Once again I'm having trouble typing myself. I used to think I was an INFP but now I'm leaning towards INFJ. Here's why:

An INFP's main function is introverted feeling. I just realized that I may actually be really bad at that. I seem to be a bit out of touch with my inner workings. I'm not always aware of my emotions - sometimes people will say, "Why are you so angry?" or "Why are you so distant?" while I have no idea that I'm that way.

Additionally, I never really know what I believe. Religion is a big problem for me, as I can never tell if I really _believe _in spiritual things. I find it hard to believe that an INFP would have problems with these things. What do you think?


----------



## dp79 (Jun 2, 2010)

If your questioning your feeling (F) function, than you may want to look at your F vs T. Don't take the type as a whole. Look and compare each of the four pairs of functions. If your questioning your Feeling function it likely doesn't change your Perceiving or Judging functions. You may be more of a thinker than a Feeler. (INTP)
Also, just because your an infp doesn't mean you can't question religion or spirituality. And remember that the functions in your type are just preferences. We still have all the functions in us. We just prefer to use the functions in our type. If your well balanced in your functions you may easly switch to using other functions.
_Posted via Mobile Device_


----------



## Paradigm (Feb 16, 2010)

Repeating Loop said:


> Additionally, I never really know what I believe. Religion is a big problem for me, as I can never tell if I really _believe _in spiritual things. I find it hard to believe that an INFP would have problems with these things. What do you think?

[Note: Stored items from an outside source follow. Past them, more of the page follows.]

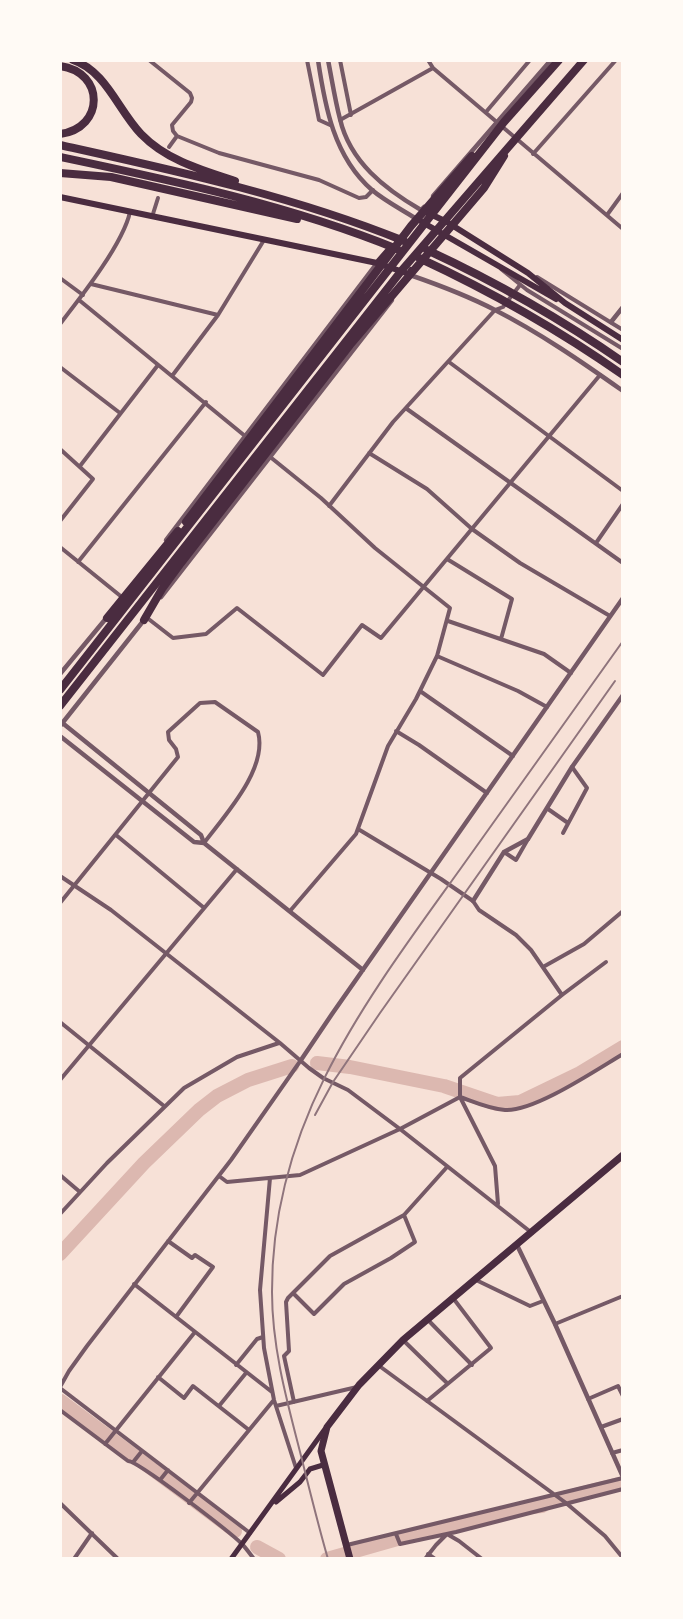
<!DOCTYPE html>
<html>
<head>
<meta charset="utf-8">
<style>
	body { margin:0 }
	#map { position:relative; width:683px; height:1619px; overflow:hidden; background:#f7e1d7; font-family:"DM Sans",sans-serif }
	canvas { display:block }
	.frame { position:absolute; inset:0; border:62px solid #fffaf5; pointer-events:none }
</style>
</head>
<body>
<div id="map">
<canvas width="683" height="1619"></canvas>
<div class="frame"></div>
</div>
<script>
const c = document.querySelector('canvas').getContext('2d');
c.lineJoin = 'round';
function strokePath(path, color, width, dash) { c.strokeStyle = color; c.lineWidth = width; c.lineCap = dash ? 'butt' : 'round'; c.setLineDash(dash || []); c.stroke(path); }
strokePath(new Path2D(`
	M317,1063l33,4 94,19 53,18 23,-2 60,-29 43,-26
	M60,1254l84,-91 55,-53 18,-14 31,-16 44,-14
	M61,1401l174,130
	M257,1547l22,12
	M327,1559l74,-21 130,-31 11,-1 5,-4 76,-19`), '#dcb8b0', 14);
strokePath(new Path2D(`
	M149,60l41,33 2,5 -1,4 -19,23 1,6 4,5 42,17 100,27 40,18 7,-1 7,-7
	M307,60l12,60 11,5
	M340,60l11,55
	M428,60l5,8 190,161
	M486,112l44,-52
	M340,120l93,-52
	M169,147l8,-11
	M533,154l83,-94
	M607,215l16,-22
	M152,217l6,-19
	M501,269l26,21 96,59
	M537,277l86,53
	M60,278l23,17
	M91,284l127,31
	M79,300l166,136
	M60,324c21,-27 63,-80 70,-112
	M449,362l174,129
	M60,367l60,46
	M172,376l46,-61 46,-75
	M407,409l216,154
	M60,449l33,30 -33,42
	M369,453l58,36 45,40 48,34 90,53
	M269,456l52,42 54,50 75,60 -13,48 -21,43 -28,47 -32,88 -66,77
	M80,466l78,-101
	M329,506l64,-84 102,-112 8,-3 17,-22
	M596,543l27,-39
	M60,547l63,51
	M447,559l65,40 -11,40
	M78,562l128,-160
	M146,617l27,21 33,-4 31,-26 86,67 39,-50 19,13 219,-263
	M448,621l96,33 27,19
	M437,656l81,35 29,16
	M420,691l93,65
	M396,731l23,14 68,48
	M548,809l20,14
	M358,829l83,50 32,22 6,9 37,25 15,15 31,45
	M563,833l24,-45 -15,-21
	M116,835l87,72
	M504,852l12,8 12,-21
	M60,876l51,34 169,133 29,25 14,10 25,12 52,39 132,104
	M60,903l118,-146 -2,-8 -7,-9 -1,-8 32,-29 15,-1 43,30c10,37 -33,83 -54,111
	M543,967l41,-23 39,-33
	M60,1022l104,84
	M60,1080l177,-211
	M60,1175l20,17
	M219,1176l8,6 73,-7 100,-46 60,-32c14,5 29,12 45,13 29,2 91,-40 118,-56
	M270,1178l-10,112 4,58 10,52 22,68
	M498,1204l-3,-38 -35,-69v-19l102,-83 44,-33
	M60,1214l47,-51 77,-75 53,-31 42,-14
	M168,1241l24,17 3,-3 18,12 -37,50
	M476,1280l54,26 13,-5
	M134,1284l138,108
	M293,1293l21,21 30,-30 47,-26 24,-16 -11,-27
	M428,1320l44,45
	M555,1324l68,-28
	M403,1340l44,43
	M236,1365l21,-26 6,-2
	M378,1365l188,138 39,33 18,22
	M158,1377l26,21 9,-12 56,44
	M60,1387l9,-16 18,-25 144,-186 70,-100
	M60,1388l190,145
	M588,1399l30,-13 5,10
	M427,1401l64,-53 -38,-50
	M294,1402l-10,-46 5,-5 -3,-49 2,-4 42,-42 74,-41 43,-48
	M219,1406l27,-33
	M276,1406l81,-19
	M60,1410l68,51c10,0 102,71 114,83 4,4 8,10 12,15
	M601,1427l22,-8
	M105,1444l90,-112
	M612,1453l11,-3
	M134,1461l8,-10
	M160,1480l8,-10
	M60,1503l58,56
	M189,1503l84,-102
	M396,1534l4,10 56,-12 167,-43
	M347,1545l276,-67
	M428,1554l7,5
	M74,1559l18,-26
	M425,1559l11,-14 11,-11 12,7 23,18`), '#755966', 4);
strokePath(new Path2D(`
	M318,60c7,47 16,97 54,130 13,11 29,19 43,28
	M328,60c4,20 7,40 12,59 10,43 45,70 81,91l3,-3
	M433,196l118,-136
	M410,275c29,10 58,21 85,35 45,23 87,52 128,81
	M611,322l12,-15
	M166,540l211,-277
	M161,597l231,-297
	M60,674l48,-58
	M60,721l141,114 3,8 159,127
	M60,726l84,-106
	M60,736l134,106 10,1
	M473,901l31,-49 24,-13 44,-72 51,-72
	M301,1060l31,-46 291,-416
	M517,1245l38,79 68,153`), '#755966', 4.5);
strokePath(new Path2D(`
	M276,1502l24,-20 10,-13 13,-4
	M231,1559l94,-130`), '#4a2c40', 5);
strokePath(new Path2D(`
	M60,197l317,66 32,11 2,-4
	M428,213l19,9 81,51 37,30 58,37
	M422,222l134,77
	M377,263l14,-16`), '#4a2c40', 6);
strokePath(new Path2D(`
	M350,1559l-29,-108 6,-24 32,-42 44,-45 220,-185`), '#4a2c40', 7);
strokePath(new Path2D(`
	M73,60c33,11 45,50 68,74 25,26 60,36 94,47
	M60,66c45,6 45,62 0,68
	M60,145c117,26 233,51 344,96
	M60,157c114,24 229,48 337,92
	M60,173l51,4 186,42
	M427,250c69,32 134,69 196,112
	M419,258c71,33 140,72 204,117
	M186,522l225,-296 61,-70
	M107,618l71,-87
	M144,620l18,-31 19,-26 169,-218 134,-157 20,-32
	M60,690l444,-568 55,-62
	M60,706l342,-436 182,-210`), '#4a2c40', 8);
strokePath(new Path2D(`
	M315,1115l18,-33 47,-69 235,-332
	M328,1559c-11,-38 -20,-76 -30,-115 -13,-50 -26,-100 -26,-152 -1,-170 95,-293 189,-424 54,-76 108,-151 162,-227`), '#8f747c', 2);
</script>
</body>
</html>
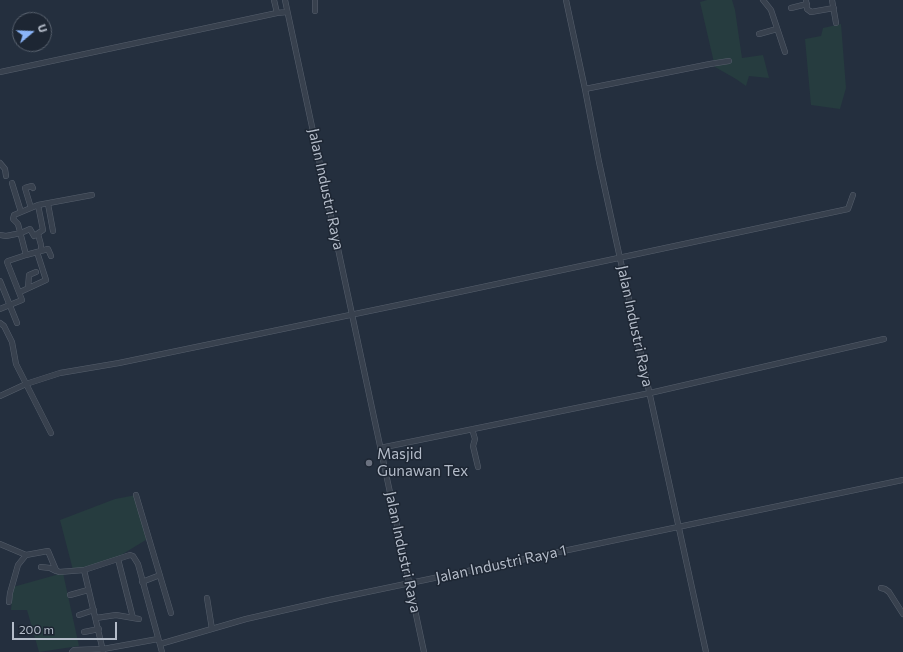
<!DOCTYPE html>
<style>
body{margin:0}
#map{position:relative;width:903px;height:652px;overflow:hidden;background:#242f3e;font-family:Commissioner,sans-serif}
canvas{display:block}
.north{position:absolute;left:12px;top:12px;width:40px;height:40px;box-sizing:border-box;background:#1d2633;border:1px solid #59626f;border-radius:50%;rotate:71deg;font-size:11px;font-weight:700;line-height:16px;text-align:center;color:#b4bcc9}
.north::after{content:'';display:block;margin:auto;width:14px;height:18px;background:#8ab4f8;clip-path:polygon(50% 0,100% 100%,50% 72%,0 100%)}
.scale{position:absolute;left:12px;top:622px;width:105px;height:18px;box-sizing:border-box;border:2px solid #b4bcc9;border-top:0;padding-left:5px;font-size:12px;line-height:14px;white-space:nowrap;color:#b4bcc9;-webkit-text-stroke:3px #1d2633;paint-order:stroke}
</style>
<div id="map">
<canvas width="903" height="652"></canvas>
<div class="north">U</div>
<div class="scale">200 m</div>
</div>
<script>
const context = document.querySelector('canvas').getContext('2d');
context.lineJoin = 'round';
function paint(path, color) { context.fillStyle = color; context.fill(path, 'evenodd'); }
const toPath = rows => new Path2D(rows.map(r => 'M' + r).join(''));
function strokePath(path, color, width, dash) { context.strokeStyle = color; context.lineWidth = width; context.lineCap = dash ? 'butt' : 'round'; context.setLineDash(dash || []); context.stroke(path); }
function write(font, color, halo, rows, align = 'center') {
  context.font = font + ' Commissioner,sans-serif'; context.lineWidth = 3; context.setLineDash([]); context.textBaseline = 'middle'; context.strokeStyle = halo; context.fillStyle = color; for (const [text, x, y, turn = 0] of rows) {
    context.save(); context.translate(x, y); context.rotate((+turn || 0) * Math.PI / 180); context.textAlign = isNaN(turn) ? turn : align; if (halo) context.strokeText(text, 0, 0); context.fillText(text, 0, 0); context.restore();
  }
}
paint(toPath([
 [707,0,732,0,735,10,742,58,763,55,769,78,749,76,746,86,736,79,715,67,700,2],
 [841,24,846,88,840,109,811,105,805,39,821,36,823,28],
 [136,495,149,538,108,563,73,570,60,520,115,499],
 [63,573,79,646,39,652,27,610,11,610,13,587]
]), '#263c3f');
const minor = toPath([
 [274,0,277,13],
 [285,0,424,652],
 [315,0,315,11],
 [566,0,585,89,599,162,706,652],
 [763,0,771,10,785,52],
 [806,0,807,9,811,12,834,8],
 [832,0,836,23],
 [791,8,807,4],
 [759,34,777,29],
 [0,72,277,13,287,12],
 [585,89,710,64,729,61],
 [0,163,5,169,6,176],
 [12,183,21,212],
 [48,204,53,231],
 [31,208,25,188,32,186,33,188],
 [38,234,41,245,41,251],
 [0,235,6,236,21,233,30,229,34,236,43,230,38,205],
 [26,255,48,249,51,256],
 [0,281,17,323],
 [28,288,29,275,36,272],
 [20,292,46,280,37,252],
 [0,309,22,300,7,262,8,261,26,255,18,224,13,219,14,215,38,205,92,195],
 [0,323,4,326,12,342,16,364,51,433],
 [0,396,26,384,60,373,119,363,403,304,848,209,853,195],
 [472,429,475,439,473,446,478,467],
 [380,448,650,393,884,339],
 [136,495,171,613],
 [0,544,26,555,48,551,56,570,59,572,84,570,130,555,133,556,138,564,162,652],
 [118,559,133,618],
 [41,567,50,568,56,571],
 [84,570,103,651],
 [142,582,160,575],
 [881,588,885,589,889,592,903,614],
 [70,595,88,590],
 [207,598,212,629],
 [9,602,10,593,18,565,26,555],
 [79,615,94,610],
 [96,618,116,615,139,619],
 [84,632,99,629],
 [160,644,246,619,329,600,903,480],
 [72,652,74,650,103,649,158,639]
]);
strokePath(minor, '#565f6c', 6);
strokePath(minor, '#38414e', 5);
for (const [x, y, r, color] of [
 [369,463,4,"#6b7280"]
]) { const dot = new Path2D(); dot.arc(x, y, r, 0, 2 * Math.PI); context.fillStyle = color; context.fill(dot); strokePath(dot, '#1d2633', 1.5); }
write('15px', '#b4bcc9', '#1d2633', [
 ["Jalan Industri Raya",326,189,78],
 ["Jalan Industri Raya",635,326,78],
 ["Jalan Industri Raya",403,552,78],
 ["Jalan Industri Raya 1",501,564,-12]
]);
write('15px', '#b4bcc9', '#1d2633', [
 ["Masjid",377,454],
 ["Gunawan Tex",377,471]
], 'left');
</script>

As far as I understand (and experience) Fi, I wouldn't say that Fi-users are incapable of not knowing what they believe. Fi makes me ambivalent on most all subjects _except_ the ones I believe strongly in. For example, I don't know my spirituality or what I believe in, but my Fi tells me that it's wrong to push belief systems onto someone else. If someone does try it (a common situation I've experienced is a jeudo-christian trying to convert me), then I will instantly get pissed off and maybe even argumentative. The downside is I have no real argument beyond the value; I can't say "I'm atheist/Jewish/Taoist" because I don't really have a spiritual life or lack of same.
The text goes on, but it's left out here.